The texts and emails to evening radio shows last Wednesday praising the honesty and seriousness of Eugene McErlean told their own story about the former chief auditor at AIB, and Ireland's best known whistle-blower.


The new Financial Regulator, just nine months in the country, had started to clean up some of the toxic mess by offering an apology to an Oireachtas regulatory affairs committee for the treatment by his office of McErlean up to the very recent past. McErlean, who until 2002 was the most senior internal policeman at Ireland's largest bank, had investigated questionable practices, including the trading by the bank of its own shares through secretive Caribbean centres, and had clashed with senior executives when they failed to repay ordinary customers whom the bank had fleeced over many years.


Repeating a pattern it used against its previous internal chief auditors, AIB trumpeted McErlean's departure in the same press release on the same day as it announced its clean-up of the $691m in losses created by rogue trader John Rusnak in the US, insinuating that McErlean was somehow at fault.


McErlean had already informed the regulator about his concerns about the overcharging scandal but the trained corporate lawyer – he had worked previously for British Airways in Heathrow – was obstructed by the authorities. He entered a Kafka-esque legal entanglement in which he was prevented from accessing the minutes of his own meetings held with the would-be regulators of Dame Street. The former regulators acted only when another AIB whistle-blower (who, the Sunday Tribune understands, continues to face hardships) came forward.


Though acknowledging his undoubted honesty and strength, McErlean was taking an ordinary person's view of an abnormal situation at AIB and the banks. What was highly abnormal had become commonplace.


Significantly, there is a direct link between the first estimates AIB and the banks gave of the amounts they fleeced from their customers and the estimates the bankers provided to Nama for their loan losses. At AIB alone, the overcharging estimates started at €14m and slowly became €65m. Last week, the new regulator told Michael Moynihan's economic and regulatory affairs committee that €88m had been so far repaid to its customers by AIB alone.

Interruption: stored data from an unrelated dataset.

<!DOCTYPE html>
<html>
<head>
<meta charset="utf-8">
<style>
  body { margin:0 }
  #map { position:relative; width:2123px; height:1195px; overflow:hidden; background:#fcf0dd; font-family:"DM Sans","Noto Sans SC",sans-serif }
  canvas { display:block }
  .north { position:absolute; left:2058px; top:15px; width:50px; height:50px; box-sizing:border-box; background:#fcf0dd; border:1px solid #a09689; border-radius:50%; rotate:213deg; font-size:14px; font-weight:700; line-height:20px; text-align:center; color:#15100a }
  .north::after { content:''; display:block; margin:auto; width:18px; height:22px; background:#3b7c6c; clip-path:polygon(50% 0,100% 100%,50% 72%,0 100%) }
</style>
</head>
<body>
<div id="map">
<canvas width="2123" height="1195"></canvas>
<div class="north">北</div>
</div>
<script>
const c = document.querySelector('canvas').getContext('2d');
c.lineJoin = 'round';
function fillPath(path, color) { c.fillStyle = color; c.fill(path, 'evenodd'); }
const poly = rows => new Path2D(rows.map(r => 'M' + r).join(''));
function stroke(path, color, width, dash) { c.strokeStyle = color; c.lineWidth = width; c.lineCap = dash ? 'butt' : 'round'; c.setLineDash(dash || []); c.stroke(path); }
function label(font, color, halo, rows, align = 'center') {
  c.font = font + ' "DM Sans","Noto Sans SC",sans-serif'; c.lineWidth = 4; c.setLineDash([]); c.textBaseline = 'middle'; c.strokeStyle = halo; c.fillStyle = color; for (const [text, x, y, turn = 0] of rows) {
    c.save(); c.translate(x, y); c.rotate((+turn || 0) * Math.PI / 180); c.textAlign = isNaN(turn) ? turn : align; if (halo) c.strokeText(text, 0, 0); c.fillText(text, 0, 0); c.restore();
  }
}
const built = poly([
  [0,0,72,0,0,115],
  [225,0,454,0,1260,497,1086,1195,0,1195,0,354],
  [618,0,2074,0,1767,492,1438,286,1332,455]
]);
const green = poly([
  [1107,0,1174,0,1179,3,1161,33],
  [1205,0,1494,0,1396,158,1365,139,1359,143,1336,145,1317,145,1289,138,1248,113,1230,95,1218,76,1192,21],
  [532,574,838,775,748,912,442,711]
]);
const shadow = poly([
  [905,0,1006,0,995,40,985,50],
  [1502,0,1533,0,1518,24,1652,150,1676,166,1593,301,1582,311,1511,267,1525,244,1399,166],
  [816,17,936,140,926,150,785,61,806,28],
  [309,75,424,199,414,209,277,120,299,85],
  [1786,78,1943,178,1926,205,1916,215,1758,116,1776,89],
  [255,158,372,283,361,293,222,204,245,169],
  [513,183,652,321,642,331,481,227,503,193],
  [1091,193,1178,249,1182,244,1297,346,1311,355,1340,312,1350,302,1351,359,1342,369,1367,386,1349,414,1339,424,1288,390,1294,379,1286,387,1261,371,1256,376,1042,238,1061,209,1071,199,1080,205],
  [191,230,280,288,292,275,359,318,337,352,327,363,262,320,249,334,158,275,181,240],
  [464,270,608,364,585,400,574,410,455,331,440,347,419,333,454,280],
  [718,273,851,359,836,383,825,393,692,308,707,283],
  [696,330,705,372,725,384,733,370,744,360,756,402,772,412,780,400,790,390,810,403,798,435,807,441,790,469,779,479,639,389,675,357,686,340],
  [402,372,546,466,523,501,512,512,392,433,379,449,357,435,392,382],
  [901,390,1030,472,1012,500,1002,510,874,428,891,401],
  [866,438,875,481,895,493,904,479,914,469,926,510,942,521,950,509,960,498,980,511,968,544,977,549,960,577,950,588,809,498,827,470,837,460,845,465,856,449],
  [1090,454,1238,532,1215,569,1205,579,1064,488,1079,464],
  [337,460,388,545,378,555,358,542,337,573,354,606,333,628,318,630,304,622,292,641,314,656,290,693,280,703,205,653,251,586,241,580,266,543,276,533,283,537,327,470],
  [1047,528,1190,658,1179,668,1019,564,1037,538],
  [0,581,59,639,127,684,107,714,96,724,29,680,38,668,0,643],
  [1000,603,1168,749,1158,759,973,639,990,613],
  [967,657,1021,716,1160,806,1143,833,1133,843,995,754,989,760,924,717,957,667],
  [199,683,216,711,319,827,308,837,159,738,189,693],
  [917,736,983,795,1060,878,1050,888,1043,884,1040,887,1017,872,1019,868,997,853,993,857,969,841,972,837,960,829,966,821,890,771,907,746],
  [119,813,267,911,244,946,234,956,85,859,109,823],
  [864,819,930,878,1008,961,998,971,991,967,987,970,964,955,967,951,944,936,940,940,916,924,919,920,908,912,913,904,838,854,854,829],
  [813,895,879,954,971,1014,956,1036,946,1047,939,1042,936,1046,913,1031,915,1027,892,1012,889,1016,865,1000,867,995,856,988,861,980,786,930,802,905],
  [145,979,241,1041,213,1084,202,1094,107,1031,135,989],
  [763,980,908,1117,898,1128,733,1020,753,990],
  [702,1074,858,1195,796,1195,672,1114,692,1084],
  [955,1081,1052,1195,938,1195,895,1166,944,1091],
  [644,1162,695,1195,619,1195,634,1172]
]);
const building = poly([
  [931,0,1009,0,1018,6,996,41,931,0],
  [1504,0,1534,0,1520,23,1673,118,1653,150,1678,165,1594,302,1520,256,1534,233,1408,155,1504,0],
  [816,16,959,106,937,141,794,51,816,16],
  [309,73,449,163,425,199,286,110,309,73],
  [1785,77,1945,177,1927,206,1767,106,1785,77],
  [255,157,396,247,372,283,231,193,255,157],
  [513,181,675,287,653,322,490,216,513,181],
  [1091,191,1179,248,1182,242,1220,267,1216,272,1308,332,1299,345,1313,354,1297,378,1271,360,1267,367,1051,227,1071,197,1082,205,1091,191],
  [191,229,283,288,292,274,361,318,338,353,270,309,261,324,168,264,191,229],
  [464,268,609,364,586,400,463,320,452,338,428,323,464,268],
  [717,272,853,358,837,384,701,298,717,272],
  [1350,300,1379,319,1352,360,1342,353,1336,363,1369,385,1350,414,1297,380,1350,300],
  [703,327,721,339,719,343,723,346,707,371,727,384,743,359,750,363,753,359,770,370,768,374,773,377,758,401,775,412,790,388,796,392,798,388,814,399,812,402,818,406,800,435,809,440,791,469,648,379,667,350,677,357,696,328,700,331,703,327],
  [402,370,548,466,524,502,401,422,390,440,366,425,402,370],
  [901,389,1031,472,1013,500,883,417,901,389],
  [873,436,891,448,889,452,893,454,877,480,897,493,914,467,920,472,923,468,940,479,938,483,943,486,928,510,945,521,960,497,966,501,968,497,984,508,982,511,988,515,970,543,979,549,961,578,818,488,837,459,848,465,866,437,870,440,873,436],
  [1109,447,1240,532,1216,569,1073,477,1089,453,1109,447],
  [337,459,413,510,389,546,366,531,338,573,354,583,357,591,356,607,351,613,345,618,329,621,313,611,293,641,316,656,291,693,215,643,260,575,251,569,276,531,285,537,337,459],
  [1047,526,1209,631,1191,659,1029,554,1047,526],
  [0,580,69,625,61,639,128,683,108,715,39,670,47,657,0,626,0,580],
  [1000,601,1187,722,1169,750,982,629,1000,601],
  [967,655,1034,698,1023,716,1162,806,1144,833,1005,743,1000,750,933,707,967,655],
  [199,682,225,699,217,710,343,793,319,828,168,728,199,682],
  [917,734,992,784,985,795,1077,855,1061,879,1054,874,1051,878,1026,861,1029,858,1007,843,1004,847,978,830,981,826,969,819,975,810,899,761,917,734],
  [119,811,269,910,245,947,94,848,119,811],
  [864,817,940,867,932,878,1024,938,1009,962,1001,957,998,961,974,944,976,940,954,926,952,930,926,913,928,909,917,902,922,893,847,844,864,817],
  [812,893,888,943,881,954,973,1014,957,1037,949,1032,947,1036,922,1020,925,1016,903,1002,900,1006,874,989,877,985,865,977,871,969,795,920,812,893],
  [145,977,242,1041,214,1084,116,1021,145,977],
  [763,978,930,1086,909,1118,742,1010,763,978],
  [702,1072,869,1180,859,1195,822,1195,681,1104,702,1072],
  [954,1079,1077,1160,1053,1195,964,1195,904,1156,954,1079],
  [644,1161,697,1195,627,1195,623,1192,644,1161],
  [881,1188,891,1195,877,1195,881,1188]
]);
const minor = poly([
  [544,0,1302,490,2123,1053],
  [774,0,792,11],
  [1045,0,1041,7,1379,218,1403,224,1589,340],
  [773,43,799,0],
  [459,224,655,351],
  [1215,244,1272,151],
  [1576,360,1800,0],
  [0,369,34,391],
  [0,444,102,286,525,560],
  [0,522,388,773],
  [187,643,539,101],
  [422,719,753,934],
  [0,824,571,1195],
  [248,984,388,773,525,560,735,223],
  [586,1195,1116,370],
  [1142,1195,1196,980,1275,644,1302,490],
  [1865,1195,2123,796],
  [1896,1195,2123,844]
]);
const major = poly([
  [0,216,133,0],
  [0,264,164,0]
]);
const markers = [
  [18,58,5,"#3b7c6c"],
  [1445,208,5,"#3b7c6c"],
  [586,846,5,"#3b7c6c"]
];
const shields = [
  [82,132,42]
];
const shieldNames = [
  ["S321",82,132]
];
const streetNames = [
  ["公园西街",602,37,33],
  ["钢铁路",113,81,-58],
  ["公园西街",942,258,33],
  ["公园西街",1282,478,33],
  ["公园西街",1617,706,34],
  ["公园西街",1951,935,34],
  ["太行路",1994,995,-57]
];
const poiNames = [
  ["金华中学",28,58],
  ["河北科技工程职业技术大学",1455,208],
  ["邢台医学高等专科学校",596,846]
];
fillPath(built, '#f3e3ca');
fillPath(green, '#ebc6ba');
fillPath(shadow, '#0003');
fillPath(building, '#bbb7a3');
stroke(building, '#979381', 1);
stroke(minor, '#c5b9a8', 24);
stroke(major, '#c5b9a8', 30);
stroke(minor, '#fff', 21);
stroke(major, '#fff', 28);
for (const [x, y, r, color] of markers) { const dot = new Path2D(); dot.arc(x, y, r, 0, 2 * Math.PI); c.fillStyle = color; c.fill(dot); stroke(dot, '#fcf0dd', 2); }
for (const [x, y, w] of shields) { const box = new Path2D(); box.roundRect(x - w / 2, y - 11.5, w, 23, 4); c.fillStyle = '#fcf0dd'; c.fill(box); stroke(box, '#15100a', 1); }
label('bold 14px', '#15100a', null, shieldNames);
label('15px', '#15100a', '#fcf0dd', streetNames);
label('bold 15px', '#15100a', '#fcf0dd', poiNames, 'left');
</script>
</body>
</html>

The patterns of early low estimates on overcharging and the escalating amounts for impaired loans given to Nama by banks are remarkably similar. Bankers' expertise is supposed to be in dealing with numbers. In the view of senior legislators and Nama, bankers failed to give a frank assessment of the amount of their loan losses -- right up to recent times. Banks will always screw up but a sign of a healthy financial system is that mistakes should be recognised.


Uniquely troubling in the AIB case was that it had long become the biggest untouchable bank. Bailed out in the1980s over its insurance losses, along with others in the 1990s it failed to collect the interest savings taxes owing to the state. All the time the bank was systematically overcharging its customers. The untouchable bank was allowed to do what it pleased by regulators.


There is an ironically upbeat note to McErlean's story. In recent weeks, the Co Antrim man has been invited to join the European Commission's high-powered panel in Brussels advising on how Europe will legislate and regulate the derivative products so disastrously produced by Wall Street. The suffering inflicted by failed regulators and a toxic bank in Ireland has left him well placed to assess how to control the toxic products the global banking industry dumped on ordinary citizens.